My texture is obviously off, or something is off anyway. When I score it doesn't look like any of the videos I watch. It just melts outwards. This one I scored particularly deep to try and see if that helped, it did not. Usually I don't score this deep though and same issue, every time same issue. Bread seems fine when it comes put but I've been doing this a while and I'm ready to up my game.

So, I'm just putting this loaf #1 in the oven now, I have loaf #2 in the fridge ready to bake next. Anything I can do to improve scoring on the 2nd one?

Recipe/method:

  1. Mix 100g mature starter, 375g water, 450g white flour, 50g whole wheat flour. Wait 1 hour in oven with light on.

  2. Add 10g water and 10g salt. Gently knead. Wait 1 hour covered in oven with light on.

  3. 4 sets of stretch and folds, half an hour between each, keeping covered in oven with light on in between.

  4. 30 mins after final stretch and fold, lay dough out on work surface and cut in two. Preshape into rounds. Place each loaf tension/top side down in a clean, dry mixing bowl.

  5. Proof overnight in fridge.

  6. Take out of fridge, drop dough onto parchment sheet. Clean up edges to keep round shape. Score with razor blade.

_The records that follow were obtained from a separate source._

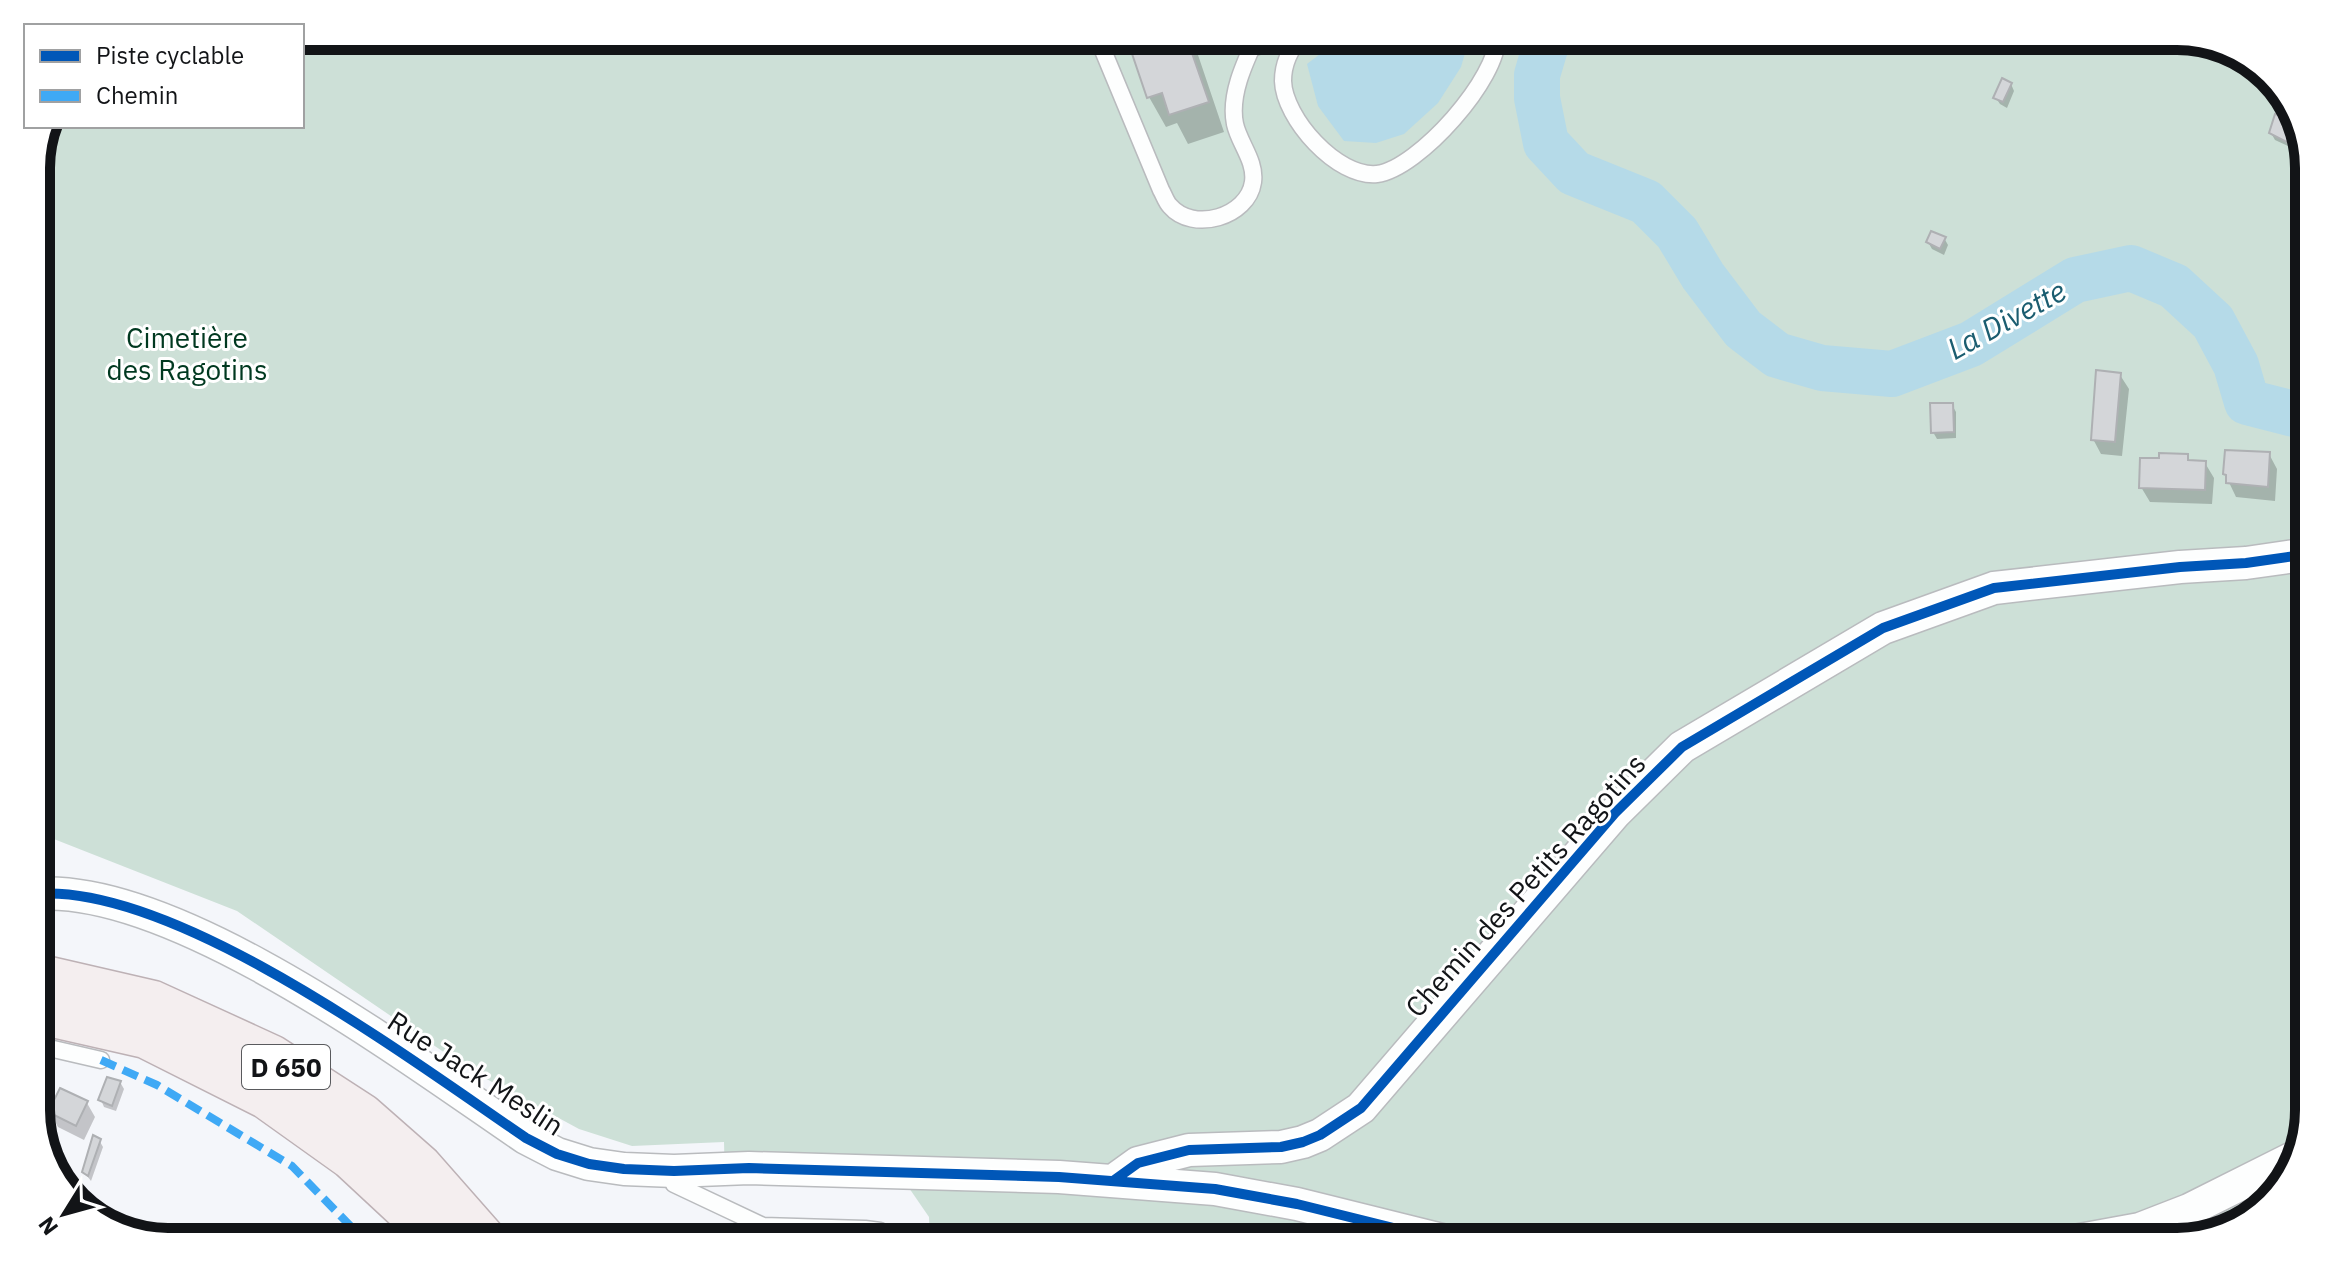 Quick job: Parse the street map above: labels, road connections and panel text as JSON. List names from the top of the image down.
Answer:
{
  "streets": {
    "main road": ["D 650"],
    "street": ["Chemin des Petits Ragotins", "Rue Jack Meslin"]
  },
  "crossings": [
    ["Chemin des Petits Ragotins", "Rue Jack Meslin"]
  ],
  "water": ["La Divette"],
  "parks": ["Cimetière des Ragotins"],
  "legend": ["Piste cyclable", "Chemin"],
  "north": "bottom left"
}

  7. Bake 450 deg dutch oven 20 min, lid off down to 375 deg until done.

by Phellle

32 Comments

  1. weirdpandey

    I wonder why it’s looking so wet? The recipe looks good. Maybe you’re cutting too deep.

  2. Silverado_Surfer

    Do you know what the temp is in your oven with the light on?

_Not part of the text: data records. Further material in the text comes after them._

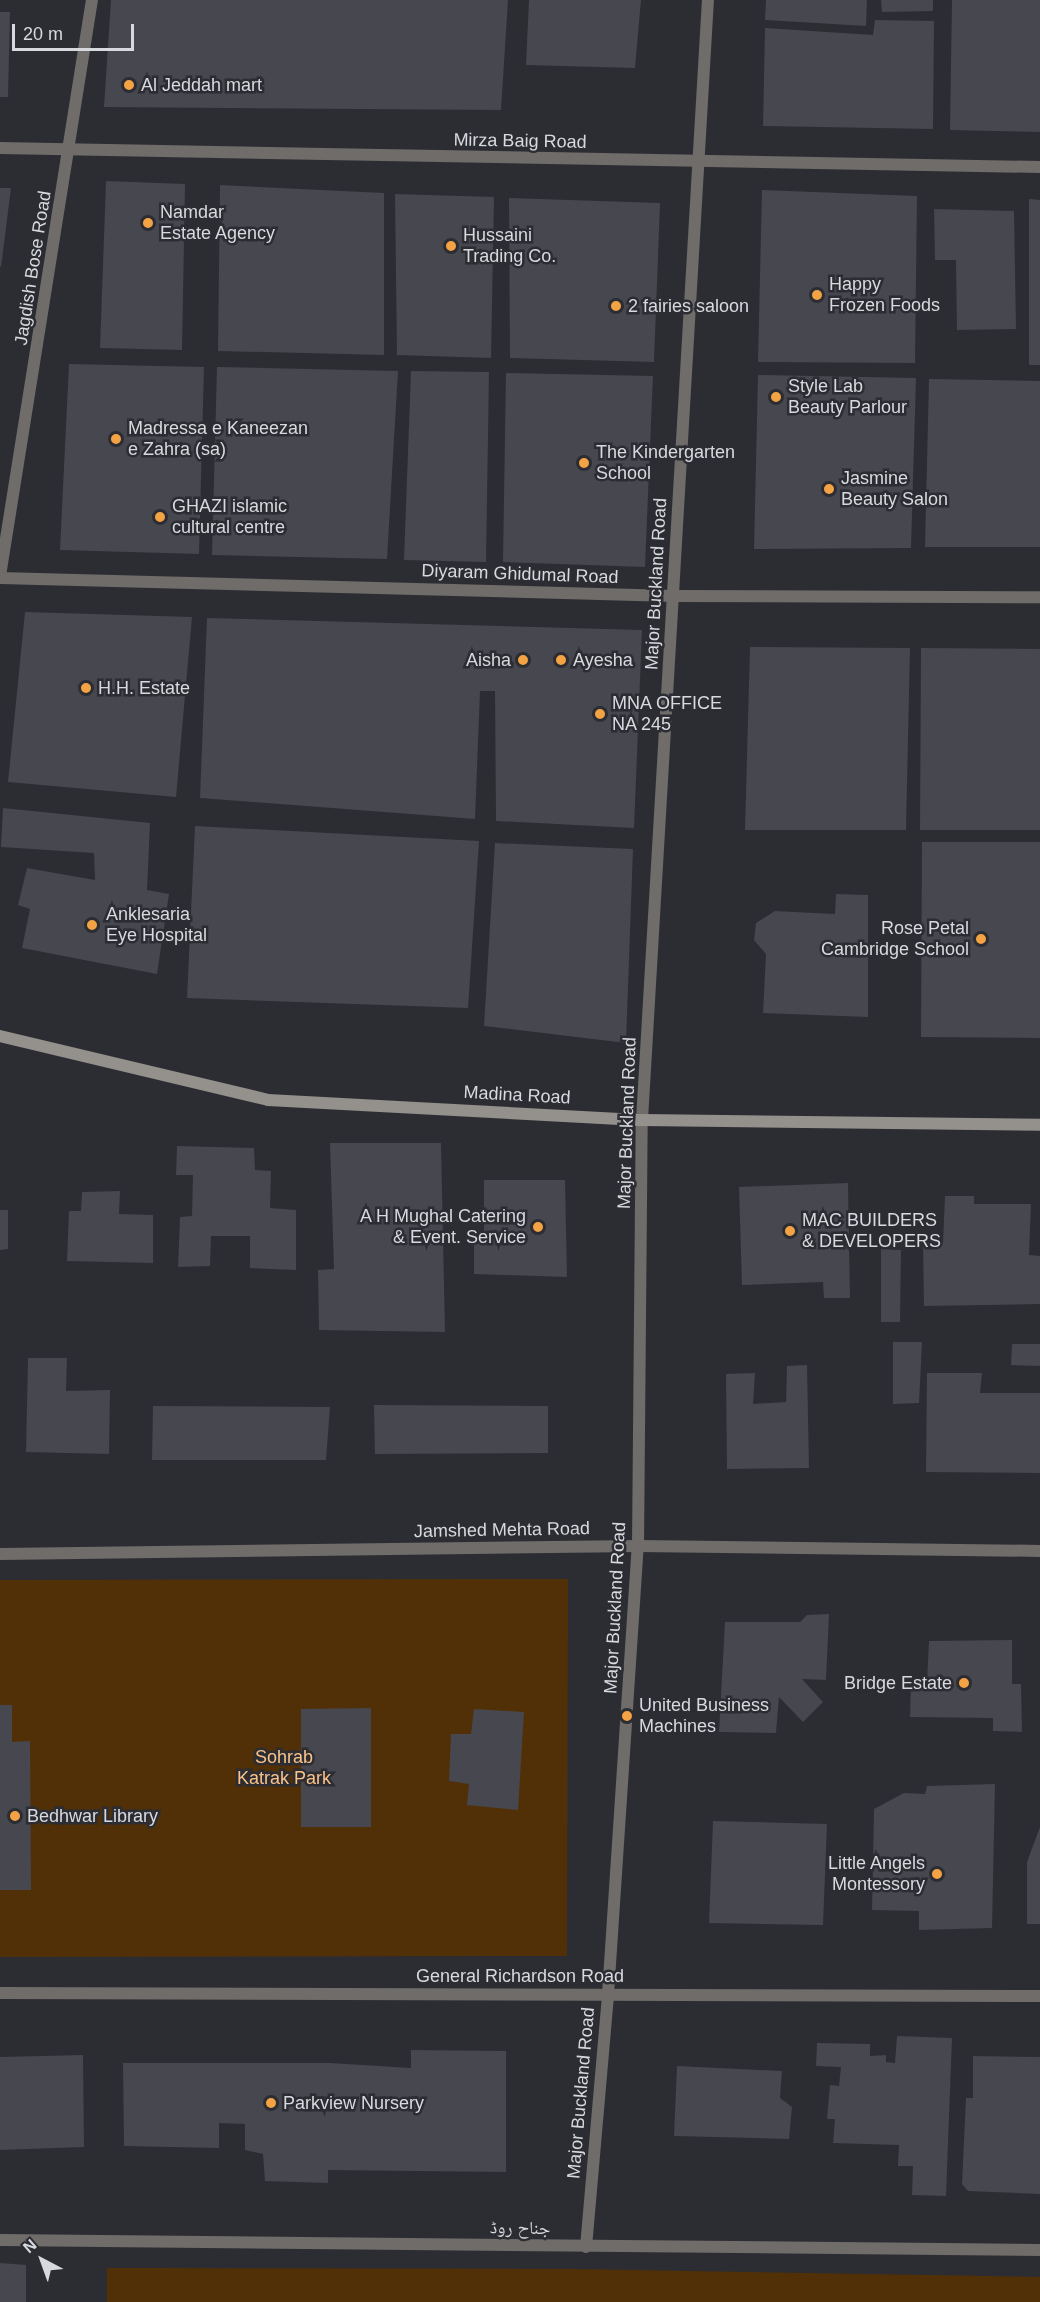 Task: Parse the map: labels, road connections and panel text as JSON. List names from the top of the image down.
{
  "streets": {
    "main road": ["Madina Road"],
    "street": [
      "Mirza Baig Road",
      "Jagdish Bose Road",
      "Diyaram Ghidumal Road",
      "Major Buckland Road",
      "Jamshed Mehta Road",
      "General Richardson Road",
      "جناح روڈ"
    ]
  },
  "crossings": [
    ["Mirza Baig Road", "Jagdish Bose Road"],
    ["Mirza Baig Road", "Major Buckland Road"],
    ["Jagdish Bose Road", "Diyaram Ghidumal Road"],
    ["Diyaram Ghidumal Road", "Major Buckland Road"],
    ["Major Buckland Road", "Madina Road"],
    ["Major Buckland Road", "Jamshed Mehta Road"],
    ["Major Buckland Road", "General Richardson Road"],
    ["Major Buckland Road", "جناح روڈ"]
  ],
  "parks": ["Sohrab Katrak Park"],
  "places": [
    "Al Jeddah mart",
    "Namdar Estate Agency",
    "Hussaini Trading Co.",
    "Happy Frozen Foods",
    "2 fairies saloon",
    "Style Lab Beauty Parlour",
    "Madressa e Kaneezan e Zahra (sa)",
    "The Kindergarten School",
    "Jasmine Beauty Salon",
    "GHAZI islamic cultural centre",
    "Aisha",
    "Ayesha",
    "H.H. Estate",
    "MNA OFFICE NA 245",
    "Anklesaria Eye Hospital",
    "Rose Petal Cambridge School",
    "A H Mughal Catering & Event. Service",
    "MAC BUILDERS & DEVELOPERS",
    "Bridge Estate",
    "United Business Machines",
    "Bedhwar Library",
    "Little Angels Montessory",
    "Parkview Nursery"
  ],
  "scale_bar": "20 m",
  "north": "top left"
}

    I proof my bread in my oven, but I only need the lights to be on for about 10 minutes every 2 hours or so. If I leave the lights on, the temp will get over 110°

    I suspect your bread is overproofing. If your intention was focaccia, you’d be golden lol.

  3. PseudoHam

    I recently started baking sourdoughs, with 0 baking background, I had a similar problem the first time I made a sourdough and noticed that the issue was that I didn’t wait for the dough to double in size before shaping and placing it in the banneton to let proof in the fridge. Made the biggest difference for me. The dough actually held shape and I flour the bottom and top before placing it in the fridge and flour it again when I pop it out of the fridge to score. Hope this helps!
    On a side note, I’ve only made 3 sourdoughs so far and the second one was a huge success. Third one wasn’t as good cause I experimented with AP flour rather than bread flour.

  4. First_Timer2020

    Seems like WAY too much water for that amount of flour. Your dough should hold it’s shape once you get to the point of scoring it, but it looks like it way too wet. High hydration recipes are notoriously hard to work with and hard to master.

    Try 100 grams of starter, 350 grams of water and 500 grams of flour. And don’t shape it into two loaves. Those amounts are intended for one loaf, not two.

  5. Melancholy-4321

    A few things I can think of

    You can lower the hydration a little, that might make it easier to work with

    The shaping looks off – are you getting a nice firm ball with a tight outside before you fridge?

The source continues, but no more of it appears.